Post Syndicated from Antje Barth original https://aws.amazon.com/blogs/aws/new-for-amazon-sagemaker-perform-shadow-tests-to-compare-inference-performance-between-ml-model-variants/

As you move your machine learning (ML) workloads into production, you need to continuously monitor your deployed models and iterate when you observe a deviation in your model performance. When you build a new model, you typically start validating the model offline using historical inference request data. But this data sometimes fails to account for current, real-world conditions. For example, new products might become trending that your product recommendation model hasn’t seen yet. Or, you experience a sudden spike in the volume of inference requests in production that you never exposed your model to before.

Today, I’m excited to announce Amazon SageMaker support for shadow testing!

Deploying a model in shadow mode lets you conduct a more holistic test by routing a copy of the live inference requests for a production model to the new (shadow) model. Yet, only the responses from the production model are returned to the calling application. Shadow testing helps you build further confidence in your model and catch potential configuration errors and performance issues before they impact end users. Once you complete a shadow test, you can use the deployment guardrails for SageMaker inference endpoints to safely update your model in production.

Get Started with Amazon SageMaker Shadow Testing
You can create shadow tests using the new SageMaker Inference Console and APIs. Shadow testing gives you a fully managed experience for setup, monitoring, viewing, and acting on the results of shadow tests. If you have existing workflows built around SageMaker endpoints, you can also deploy a model in shadow mode using the existing SageMaker Inference APIs.
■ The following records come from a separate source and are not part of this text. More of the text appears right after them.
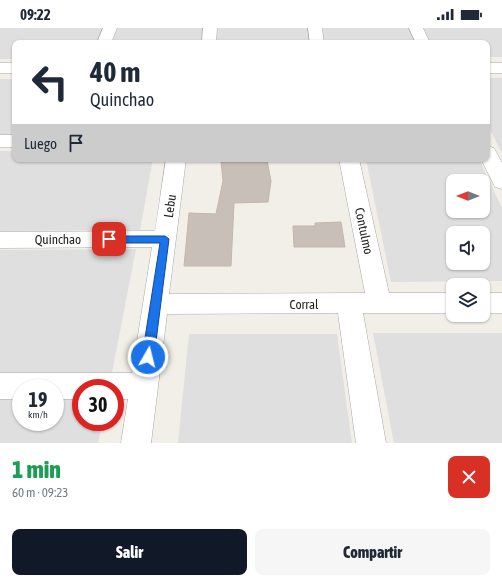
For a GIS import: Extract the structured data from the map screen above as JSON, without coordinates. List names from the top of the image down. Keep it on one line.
{"streets":{"street":["Lebu","Contulmo","Quinchao","Corral"]},"crossings":[["Lebu","Quinchao"],["Lebu","Corral"],["Contulmo","Corral"]],"north":"left","page":{"status":"09:22","turn":["40 m","Quinchao"],"then":"Luego","speed":"19 km/h","limit":"30","heading":["1 min","60 m · 09:23"],"buttons":["Salir","Compartir"]}}
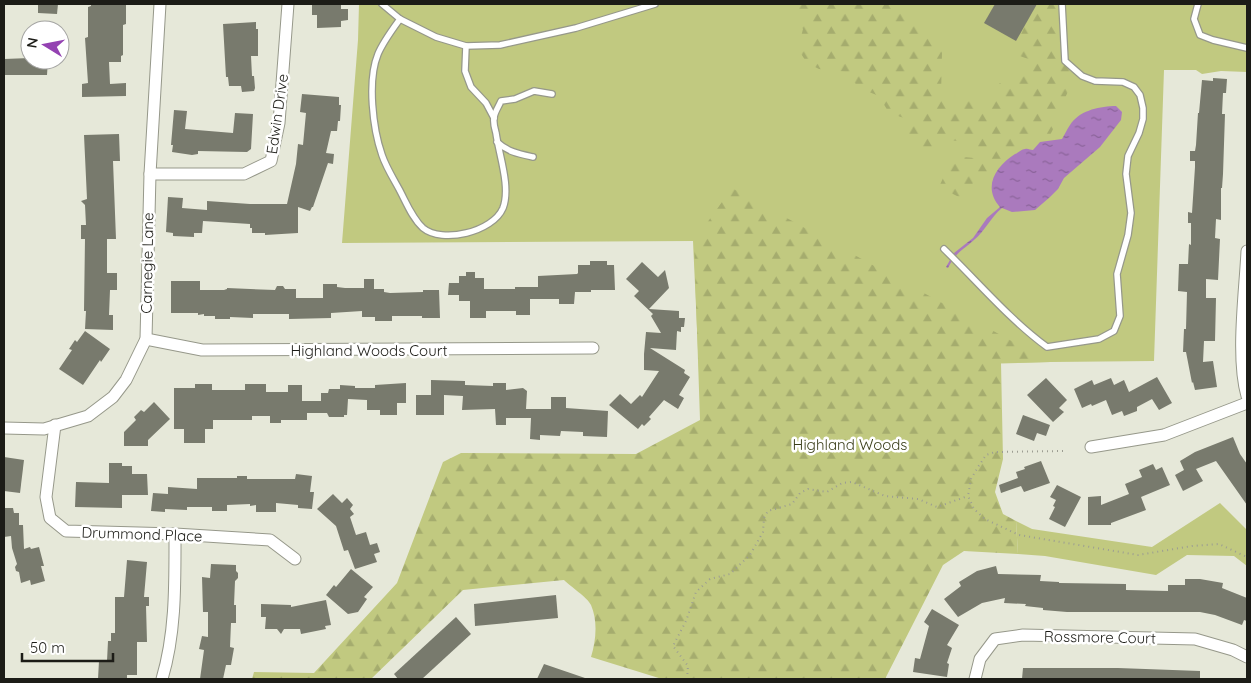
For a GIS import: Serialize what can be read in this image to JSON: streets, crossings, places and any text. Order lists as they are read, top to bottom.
{
  "streets": {
    "street": [
      "Edwin Drive",
      "Carnegie Lane",
      "Highland Woods Court",
      "Drummond Place",
      "Rossmore Court"
    ]
  },
  "crossings": [
    ["Edwin Drive", "Carnegie Lane"],
    ["Carnegie Lane", "Highland Woods Court"],
    ["Carnegie Lane", "Drummond Place"]
  ],
  "parks": ["Highland Woods"],
  "scale_bar": "50 m",
  "north": "left"
}
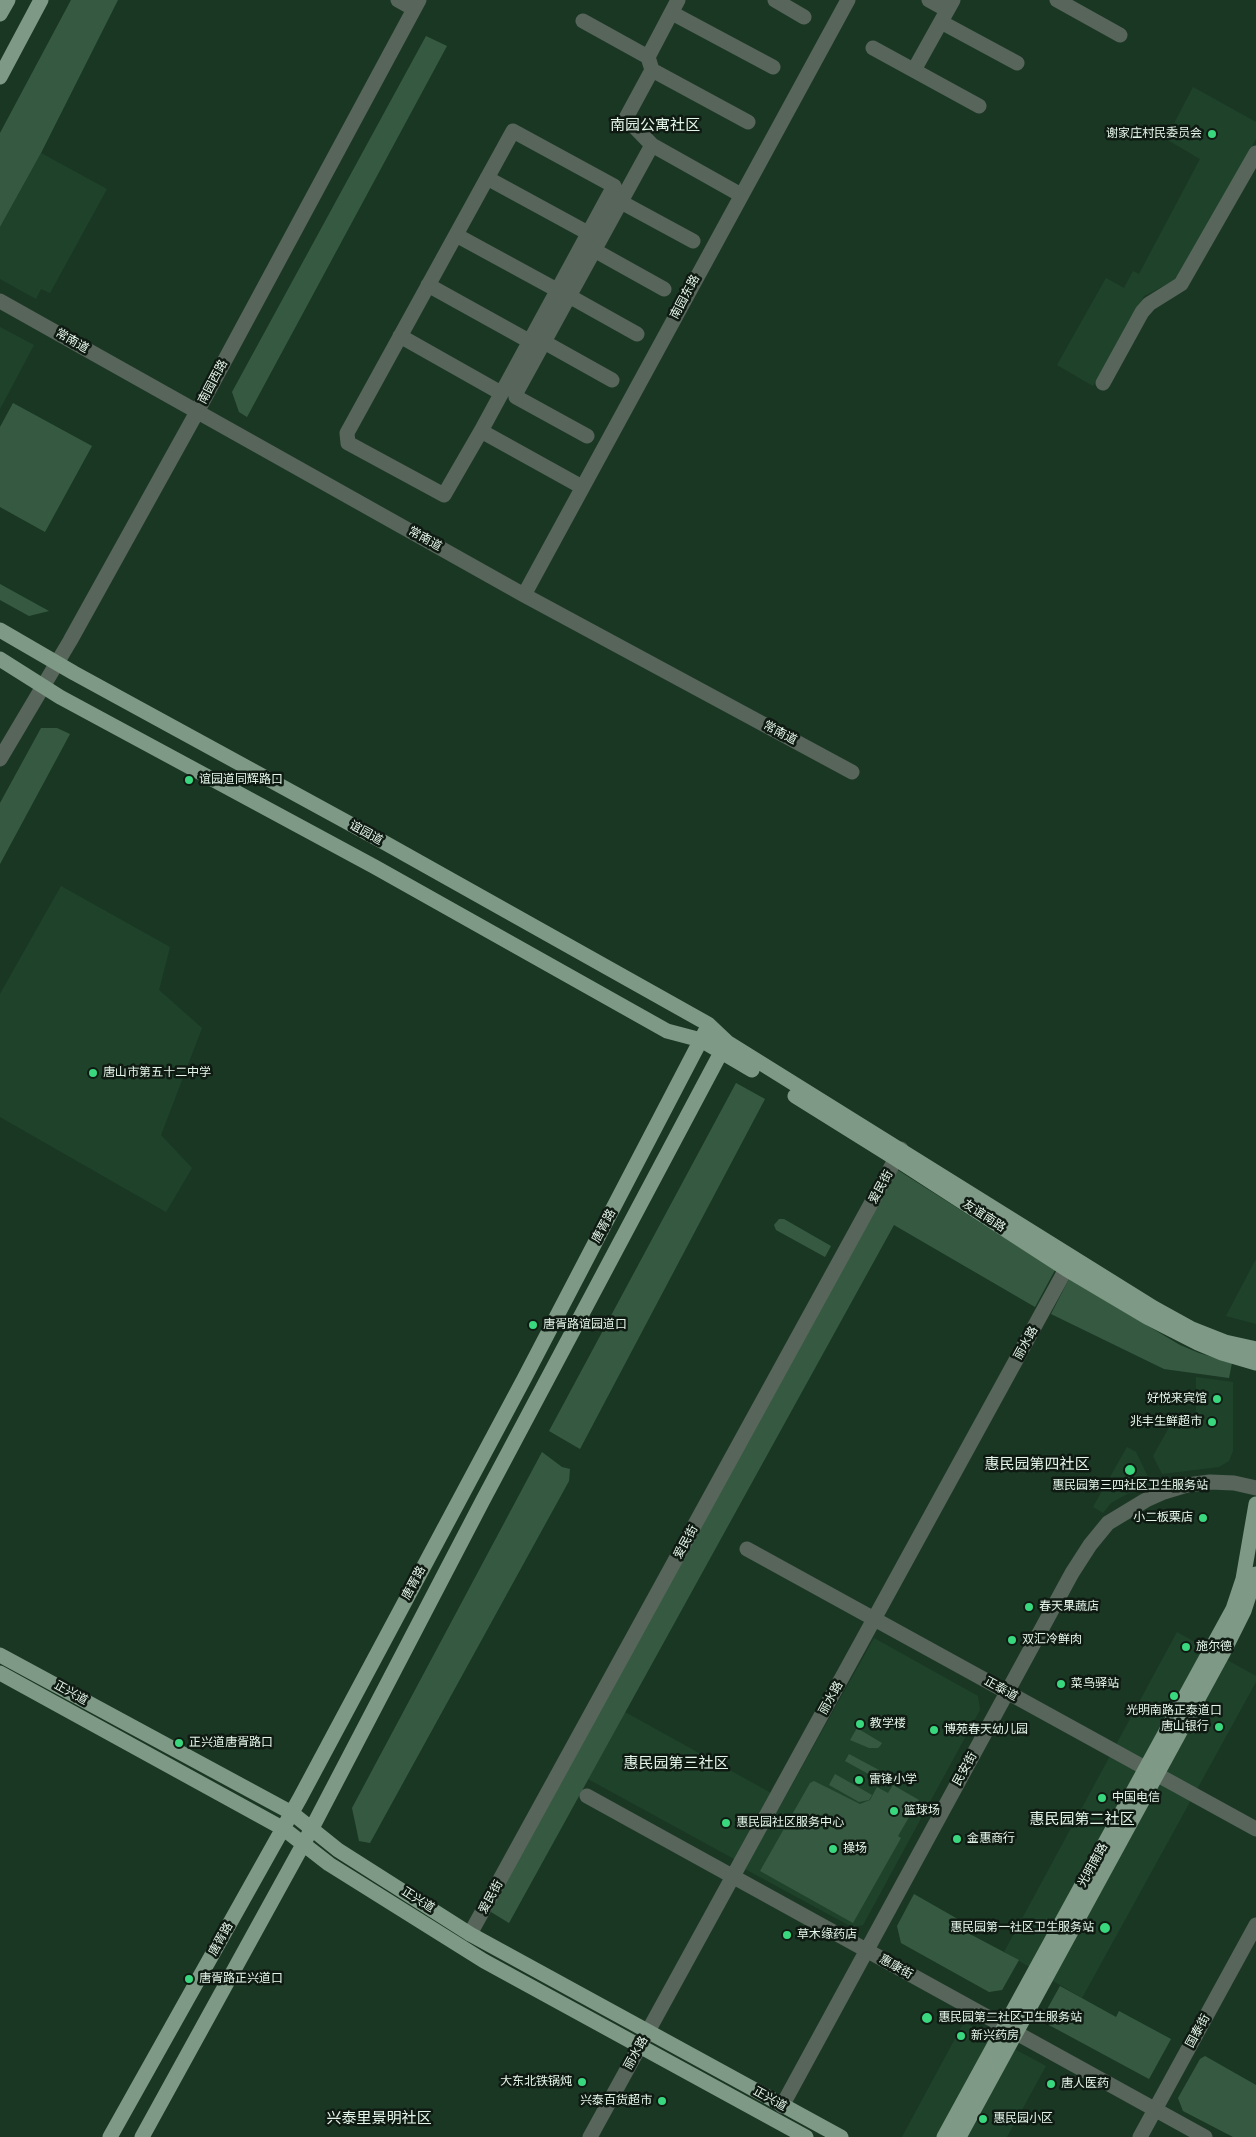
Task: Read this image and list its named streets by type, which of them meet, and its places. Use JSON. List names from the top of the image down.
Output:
{
  "streets": {
    "main road": [
      "谊园道",
      "友谊南路",
      "唐胥路",
      "正兴道",
      "光明南路"
    ],
    "street": [
      "南园东路",
      "常南道",
      "南园西路",
      "爱民街",
      "丽水路",
      "正泰道",
      "民安街",
      "惠康街",
      "国泰街"
    ]
  },
  "crossings": [
    ["南园东路", "常南道"],
    ["常南道", "南园西路"],
    ["南园西路", "谊园道"],
    ["谊园道", "友谊南路"],
    ["谊园道", "唐胥路"],
    ["爱民街", "友谊南路"],
    ["爱民街", "正兴道"],
    ["友谊南路", "唐胥路"],
    ["友谊南路", "丽水路"],
    ["唐胥路", "正兴道"],
    ["丽水路", "正泰道"],
    ["丽水路", "正兴道"],
    ["丽水路", "惠康街"],
    ["正泰道", "民安街"],
    ["正泰道", "光明南路"],
    ["正兴道", "民安街"],
    ["民安街", "惠康街"],
    ["光明南路", "惠康街"],
    ["惠康街", "国泰街"]
  ],
  "districts": [
    "南园公寓社区",
    "惠民园第四社区",
    "惠民园第三社区",
    "惠民园第二社区",
    "兴泰里景明社区"
  ],
  "places": [
    "谢家庄村民委员会",
    "谊园道同辉路口",
    "唐山市第五十二中学",
    "唐胥路谊园道口",
    "好悦来宾馆",
    "兆丰生鲜超市",
    "惠民园第三四社区卫生服务站",
    "小二板栗店",
    "春天果蔬店",
    "双汇冷鲜肉",
    "施尔德",
    "菜鸟驿站",
    "光明南路正泰道口",
    "教学楼",
    "唐山银行",
    "博苑春天幼儿园",
    "正兴道唐胥路口",
    "雷锋小学",
    "中国电信",
    "篮球场",
    "惠民园社区服务中心",
    "金惠商行",
    "操场",
    "惠民园第一社区卫生服务站",
    "草木缘药店",
    "唐胥路正兴道口",
    "惠民园第二社区卫生服务站",
    "新兴药房",
    "大东北铁锅炖",
    "唐人医药",
    "兴泰百货超市",
    "惠民园小区"
  ]
}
On the SageMaker console, select Inference and Shadow tests to create, monitor, and deploy shadow tests.

To create a shadow test, select an existing (or create a new) SageMaker endpoint and production variant you want to test against.

Next, configure the proportion of traffic to send to the shadow variant, the comparison metrics you want to evaluate, and the duration of the test. You can also enable data capture for your production and shadow variant.

That’s it. SageMaker now automatically deploys the new variant in shadow mode and routes a copy of the inference requests to it in real time, all within the same endpoint. The following diagram illustrates this workflow.

Note that only the responses of the production variant are returned to the calling application. You can choose to either discard or log the responses of the shadow variant for offline comparison.

You can also use shadow testing to validate changes you made to any component in your production variant, including the serving container or ML instance. This can be useful when you’re upgrading to a new framework version of your serving container, applying patches, or if you want to make sure that there is no impact to latency or error rate due to this change. Similarly, if you consider moving to another ML instance type, for example, Amazon EC2 C7g instances based on AWS Graviton processors, or EC2 G5 instances powered by NVIDIA A10G Tensor Core GPUs, you can use shadow testing to evaluate the performance on production traffic prior to rollout.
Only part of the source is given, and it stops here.